What used to be Néovacs lead compound, TAT toxoid, an anti-HIV therapeutic vaccine, completed a Phase I/II clinical trial in 2005, but its future development is up in the air. Fanneau de La Horie explained that it was being co-developed with the Paris-based pharmaceutical company Sanofi-Aventis, but that Néovacs had recovered all rights to the product at the end of 2006. "We are now thinking about what to do next," he said.
Three other products in preclinical development are due to enter the clinic over the next 18 months. The first is interferon alpha (IFN alpha) kinoid, a cytokinic immunogen that induces the production of neutralizing anti-interferon alpha antibodies. IFN alpha kinoid was tested in pilot clinical trials in which induction of neutralizing anti-IFN alpha antibodies was observed in some 200 HIV-infected patients, with good long-term tolerance. The compound also is being studied in mouse models of systemic lupus erythematosus, which also yielded positive results. A Phase I trial of IFN alpha kinoid is scheduled to get under way toward the end of this year or early in 2008.
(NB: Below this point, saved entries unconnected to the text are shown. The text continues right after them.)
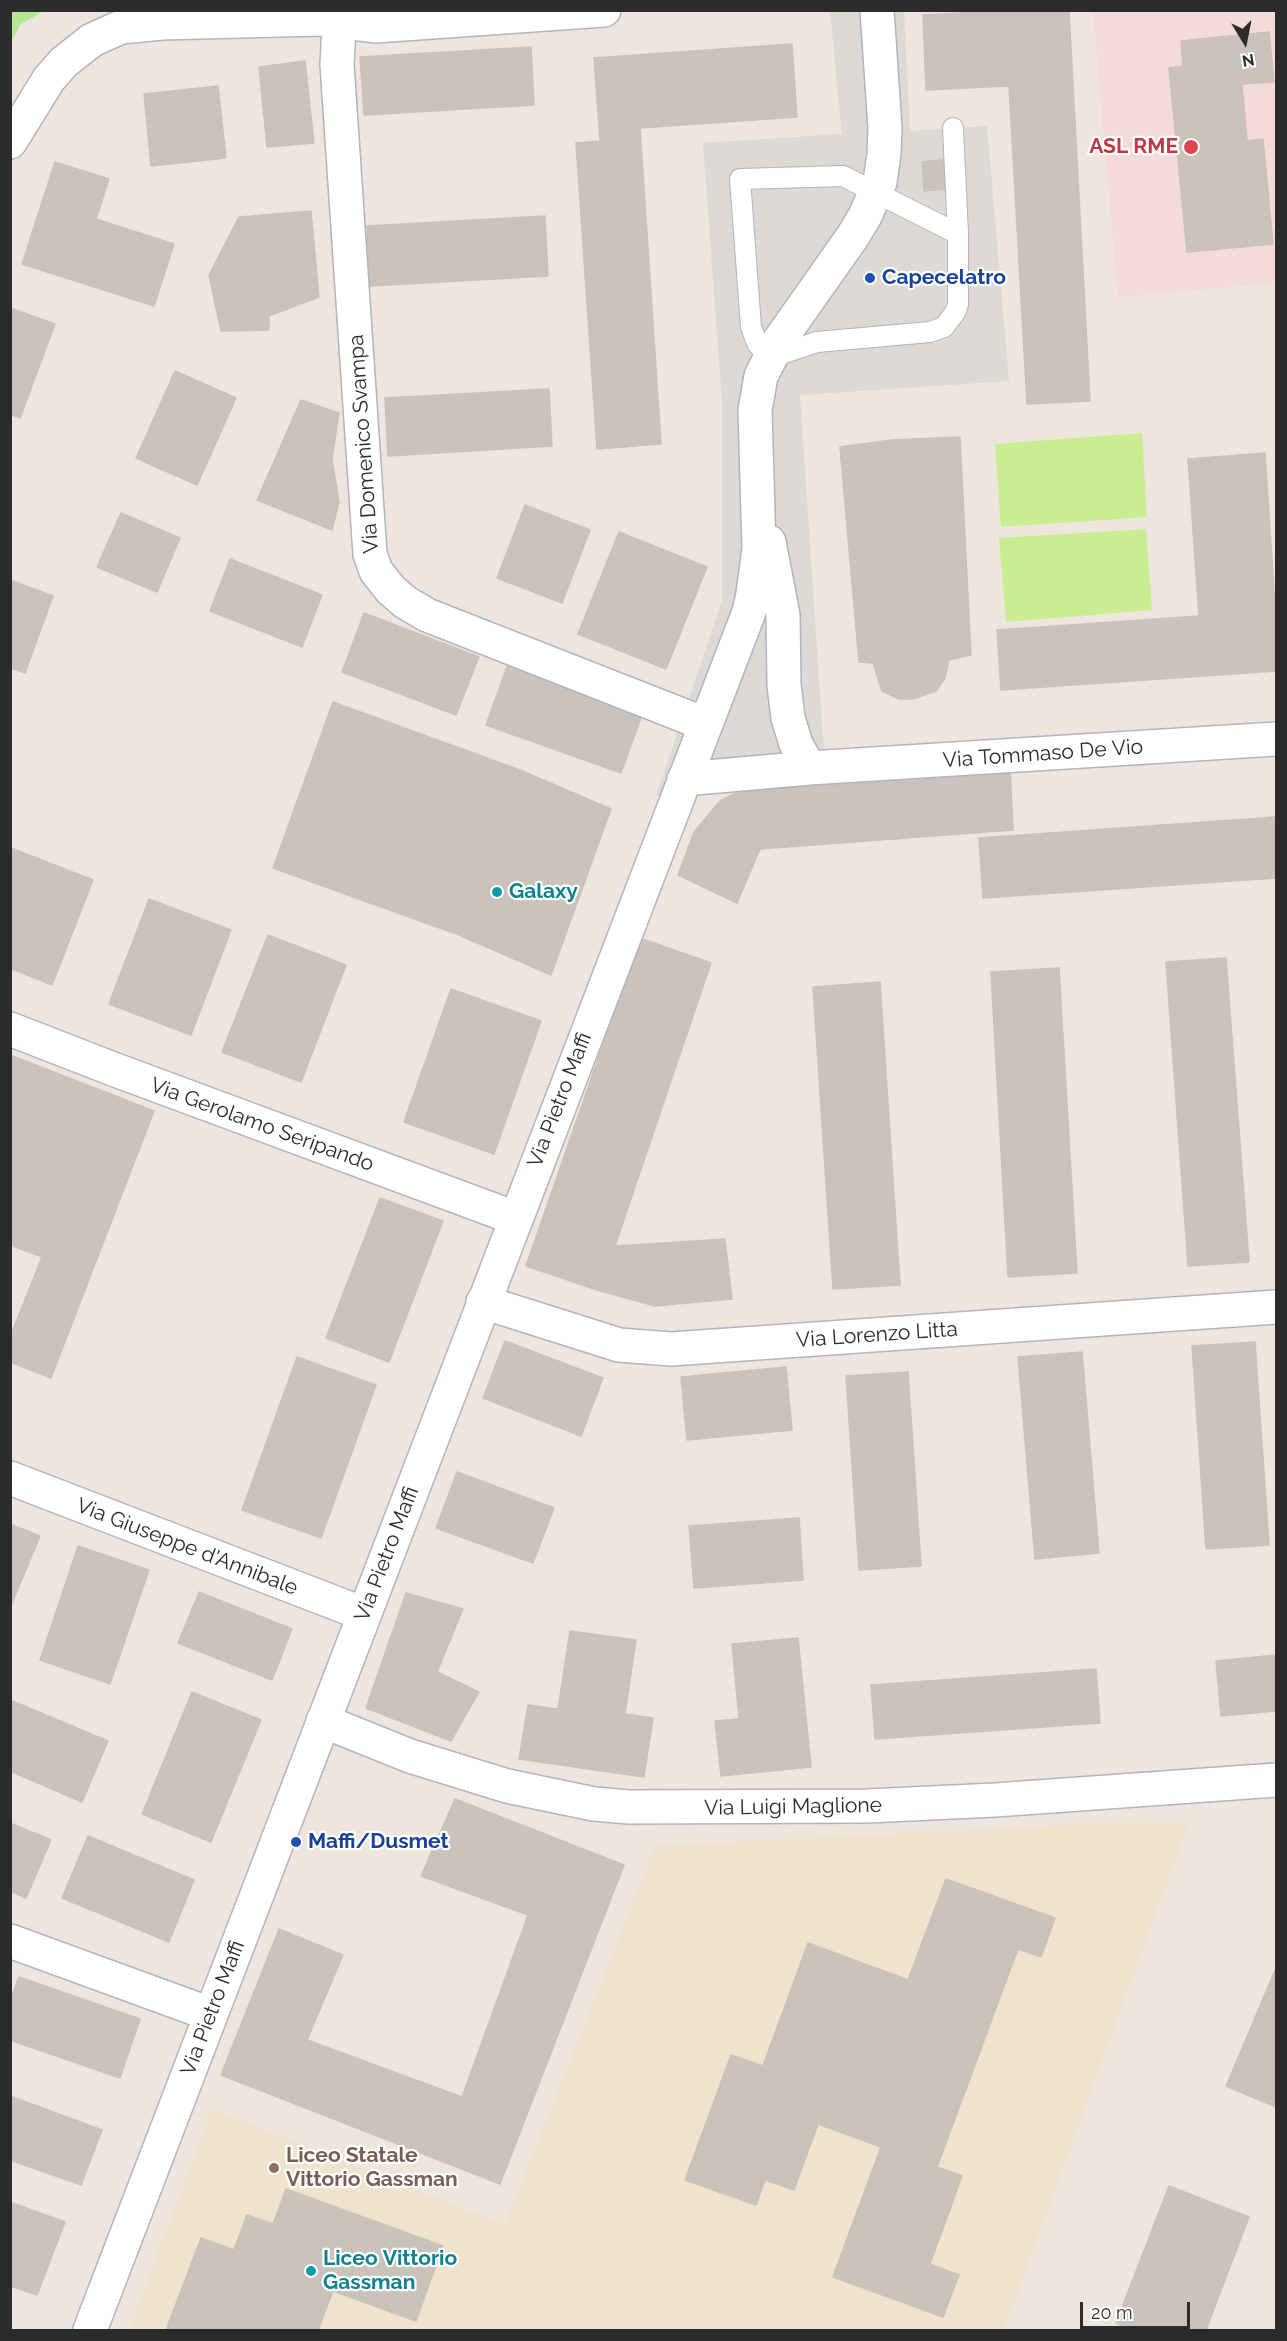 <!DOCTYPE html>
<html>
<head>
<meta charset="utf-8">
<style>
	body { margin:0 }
	#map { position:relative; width:1287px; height:2341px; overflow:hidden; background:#eee6dd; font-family:Raleway,sans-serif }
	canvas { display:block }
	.frame { position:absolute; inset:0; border:12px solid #2b2b2b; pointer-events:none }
	.north { position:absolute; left:1215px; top:12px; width:60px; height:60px; -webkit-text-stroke:4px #fff; paint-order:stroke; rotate:170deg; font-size:16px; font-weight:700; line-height:24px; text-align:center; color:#2b2b2b }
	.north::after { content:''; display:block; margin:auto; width:21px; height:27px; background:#2b2b2b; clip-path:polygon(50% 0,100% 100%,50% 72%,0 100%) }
	.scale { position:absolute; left:1080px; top:2302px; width:110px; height:27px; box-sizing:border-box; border:3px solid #2b2b2b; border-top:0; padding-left:8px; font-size:18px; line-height:21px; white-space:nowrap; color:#2b2b2b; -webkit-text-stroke:4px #fff; paint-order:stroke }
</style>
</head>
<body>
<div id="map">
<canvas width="1287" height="2341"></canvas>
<div class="frame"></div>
<div class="north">N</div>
<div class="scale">20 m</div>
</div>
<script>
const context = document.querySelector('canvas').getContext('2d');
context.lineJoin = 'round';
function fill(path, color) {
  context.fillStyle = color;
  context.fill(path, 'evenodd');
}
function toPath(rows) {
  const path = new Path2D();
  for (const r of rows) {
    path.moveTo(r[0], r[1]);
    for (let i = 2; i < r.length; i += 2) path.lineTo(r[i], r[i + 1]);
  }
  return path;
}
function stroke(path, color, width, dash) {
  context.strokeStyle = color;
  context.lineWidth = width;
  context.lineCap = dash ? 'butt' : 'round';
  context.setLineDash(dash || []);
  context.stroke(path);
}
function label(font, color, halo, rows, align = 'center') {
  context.font = font + ' Raleway,sans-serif';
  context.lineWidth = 4.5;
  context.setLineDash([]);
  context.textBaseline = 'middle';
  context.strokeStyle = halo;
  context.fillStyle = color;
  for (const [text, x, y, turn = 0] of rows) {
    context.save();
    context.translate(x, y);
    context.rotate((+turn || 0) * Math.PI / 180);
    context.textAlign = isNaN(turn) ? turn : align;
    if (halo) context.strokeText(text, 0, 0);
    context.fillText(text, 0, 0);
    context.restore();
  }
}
const education = toPath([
	[1189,1822,1004,2330,129,2330,212,2109,505,2225,655,1846,1068,1825]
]);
const medical = toPath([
	[1093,11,1276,11,1276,283,1118,297]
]);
const green = toPath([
	[11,10,44,10,44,11,21,24,11,42]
]);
const pitch = toPath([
	[1142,433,1147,517,1001,527,995,444],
	[1146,529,1152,610,1006,622,999,538]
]);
const plaza = toPath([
	[830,11,904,11,910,131,987,126,1009,381,800,395,823,739,830,780,656,796,722,601,722,402,703,143,842,134]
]);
const building = toPath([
	[1009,10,1069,10,1090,401,1027,404,1009,86,926,90,923,15,1009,10],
	[1269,32,1274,82,1242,84,1247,141,1263,139,1273,244,1187,252,1169,68,1183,66,1181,41,1269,32],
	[792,44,797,117,640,128,661,444,597,449,576,143,600,141,594,58,792,44],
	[531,47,534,105,364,115,360,57,531,47],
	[305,61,314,143,267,147,259,67,305,61],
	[218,86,226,158,151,166,144,94,218,86],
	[943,160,946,189,924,191,922,162,943,160],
	[55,162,109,179,96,219,174,244,154,306,22,264,55,162],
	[311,211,319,297,269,316,269,330,221,331,209,275,239,217,311,211],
	[545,216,548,276,370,286,367,226,545,216],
	[10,308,55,324,20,418,10,414,10,308],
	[175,371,236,398,197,485,136,458,175,371],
	[549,389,552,446,388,456,385,398,549,389],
	[301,400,339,413,332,459,339,502,332,530,257,500,301,400],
	[960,437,971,655,949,660,945,678,936,691,913,699,899,699,882,691,873,663,859,662,840,447,891,440,960,437],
	[1265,453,1276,620,1276,671,1001,690,997,630,1199,616,1188,459,1265,453],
	[525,505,590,530,562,603,497,578,525,505],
	[121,513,180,538,157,592,97,567,121,513],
	[619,532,707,567,666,669,578,634,619,532],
	[230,559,322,595,302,647,210,611,230,559],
	[10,580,53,596,25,673,10,668,10,580],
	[364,613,479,657,456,715,342,672,364,613],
	[509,661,644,709,621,773,486,725,509,661],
	[333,702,520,770,459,935,273,868,333,702],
	[1010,767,1013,830,760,849,737,903,678,875,694,832,720,801,747,787,1010,767],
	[520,770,611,809,551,975,459,935,520,770],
	[1276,817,1276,878,983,898,979,838,1276,817],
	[11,848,93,880,52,985,10,968,11,848],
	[149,899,231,930,191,1035,109,1004,149,899],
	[268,935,346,965,301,1082,222,1052,268,935],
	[640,938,711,963,615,1246,725,1239,732,1299,655,1306,597,1290,526,1266,640,938],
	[1226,958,1249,1262,1188,1266,1166,962,1226,958],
	[1059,968,1077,1273,1008,1277,991,972,1059,968],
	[880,982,900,1285,833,1289,813,987,880,982],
	[451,989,541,1021,494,1154,404,1122,451,989],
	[10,1055,154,1111,51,1378,10,1362,10,1337,42,1257,10,1245,10,1055],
	[380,1198,443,1221,389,1362,326,1338,380,1198],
	[505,1341,603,1378,581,1436,483,1398,505,1341],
	[1255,1342,1269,1545,1206,1549,1192,1346,1255,1342],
	[1082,1352,1099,1553,1035,1559,1018,1357,1082,1352],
	[297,1357,376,1385,321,1538,242,1510,297,1357],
	[786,1367,792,1430,687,1440,681,1377,786,1367],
	[908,1372,921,1566,859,1570,846,1376,908,1372],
	[457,1472,554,1508,533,1563,436,1528,457,1472],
	[799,1518,803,1580,694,1588,689,1526,799,1518],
	[10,1524,40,1536,10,1608,10,1524],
	[78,1546,149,1570,110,1684,40,1660,78,1546],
	[199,1592,292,1629,272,1680,178,1643,199,1592],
	[406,1593,463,1609,437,1672,479,1692,451,1741,366,1708,406,1593],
	[570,1631,636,1640,625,1714,653,1718,644,1777,519,1759,528,1705,558,1709,570,1631],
	[798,1638,811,1767,721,1776,715,1721,739,1719,732,1644,798,1638],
	[1276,1655,1276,1711,1221,1716,1216,1661,1276,1655],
	[1096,1669,1100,1723,875,1739,871,1685,1096,1669],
	[192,1692,261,1720,211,1842,142,1814,192,1692],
	[10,1700,108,1741,82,1802,10,1771,10,1700],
	[455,1799,624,1865,500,2184,221,2075,279,1929,343,1955,307,2040,462,2097,528,1915,421,1876,455,1799],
	[10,1823,51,1840,26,1898,10,1891,10,1823],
	[88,1836,194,1880,169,1942,62,1898,88,1836],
	[946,1879,1055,1918,1041,1957,1018,1949,937,2167,962,2176,930,2264,959,2275,943,2317,833,2277,881,2147,818,2124,794,2190,765,2180,756,2205,685,2180,731,2055,763,2066,808,1943,908,1980,946,1879],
	[1276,1968,1276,2107,1226,2086,1276,1968],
	[19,1977,140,2019,120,2078,10,2040,10,2001,19,1977],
	[10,2096,102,2130,81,2185,10,2160,10,2096],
	[1169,2186,1249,2217,1206,2330,1134,2330,1116,2323,1169,2186],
	[286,2189,443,2246,416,2321,333,2291,318,2330,166,2330,201,2238,234,2250,247,2215,273,2224,286,2189],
	[10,2202,65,2222,37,2295,10,2286,10,2202]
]);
const service = toPath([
	[953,128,958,234,958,304,956,311,944,327,930,332,817,342,769,358,757,343,751,327,740,179,843,176,958,234]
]);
const minor = toPath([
	[340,10,337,64,370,554,376,571,391,590,405,602,427,615,705,724],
	[10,142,49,79,64,62,92,40,121,27,162,23,319,19,375,26,604,10],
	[10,1029,113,1069,515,1218],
	[483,1302,619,1345,671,1349,1276,1307],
	[10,1478,364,1614],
	[323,1721,410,1756,507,1786,594,1804,629,1807,867,1806,995,1800,1276,1780],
	[10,1941,210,2014]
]);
const tertiary = toPath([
	[769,542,783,615,784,685,788,718,796,744,809,768],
	[684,779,809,768,1276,739],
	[90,2330,749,612,753,594,759,549,755,410,761,376,779,341,853,236,865,216,880,182,884,154,885,128,877,10]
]);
const markers = [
	[1191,147,8,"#e0444e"],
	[870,278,6,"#1a4fb4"],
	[497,892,6,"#0f9aa8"],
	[296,1842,6,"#1a4fb4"],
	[274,2168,6,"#8d6e63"],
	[311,2271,6,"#0f9aa8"]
];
const healthNames = [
	["ASL RME",1178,147]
];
const transitNames = [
	["Capecelatro",882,278],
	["Maffi/Dusmet",308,1842]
];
const streetNames = [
	["Via Domenico Svampa",364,444,-94],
	["Via Tommaso De Vio",1043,754,-4],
	["Via Pietro Maffi",560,1100,-69],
	["Via Gerolamo Seripando",262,1125,20],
	["Via Lorenzo Litta",877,1335,-4],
	["Via Giuseppe d'Annibale",187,1547,21],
	["Via Pietro Maffi",387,1554,-69],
	["Via Luigi Maglione",793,1807,-1],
	["Via Pietro Maffi",213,2008,-69]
];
const cultureNames = [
	["Galaxy",509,892],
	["Liceo Vittorio",323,2259],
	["Gassman",323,2283]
];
const educationNames = [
	["Liceo Statale",286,2156],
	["Vittorio Gassman",286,2180]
];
fill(education, '#f0e3cb');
fill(medical, '#f5dadb');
fill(green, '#b3e796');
fill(pitch, '#c9ee92');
fill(plaza, '#ddd9d4');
fill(building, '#c9c3bc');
stroke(building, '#c9c2b6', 1.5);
stroke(service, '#b1b4bf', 22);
stroke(minor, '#b1b4bf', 36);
stroke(tertiary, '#b1b4bf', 36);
stroke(service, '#fff', 20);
stroke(minor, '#fff', 33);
stroke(tertiary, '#fff', 33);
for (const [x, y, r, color] of markers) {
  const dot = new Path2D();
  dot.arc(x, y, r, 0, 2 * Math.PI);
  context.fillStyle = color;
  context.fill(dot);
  stroke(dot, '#fff', 2);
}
label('bold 21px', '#be3a42', '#fff', healthNames, 'right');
label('bold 21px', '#164399', '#fff', transitNames, 'left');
label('21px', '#2b2b2b', '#fff', streetNames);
label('bold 21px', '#0d838f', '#fff', cultureNames, 'left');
label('bold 21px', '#785e54', '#fff', educationNames, 'left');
</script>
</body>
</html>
The next two products in Néovacs' pipeline are kinoid vaccines. TNF alpha kinoid is being developed for the treatment of rheumatoid arthritis, Crohn's disease and psoriasis, while the target pathologies for VEGF kinoid include certain tumors and age-related macular degeneration. Néovacs explains that an excess of TNF alpha leads to an inflammatory reaction in rheumatoid arthritis and Crohn's disease, while VEGF stimulates the formation of blood vessels involved in tumor growth and metastasis.
Fanneau de La Horie said a Phase I trial of VEGF would begin in mid-2008 in cancer, while trials of TNF alpha kinoid would start in the second half of 2008 in one of the three possible indications. The choice has not been finalized.
"Néovacs' goal is to become the acknowledged leader in anti-cytokine therapeutic vaccines within the next two to three years," said the company's CEO.
Néovacs pointed out that several TNF alpha kinoid drugs are already on the market and that their combined sales are running at more than $10 billion a year, while sales of specific anti-VEGF drugs topped $2 billion in 2006 and are forecasted by analysts to reach more than $10 billion a year by 2010.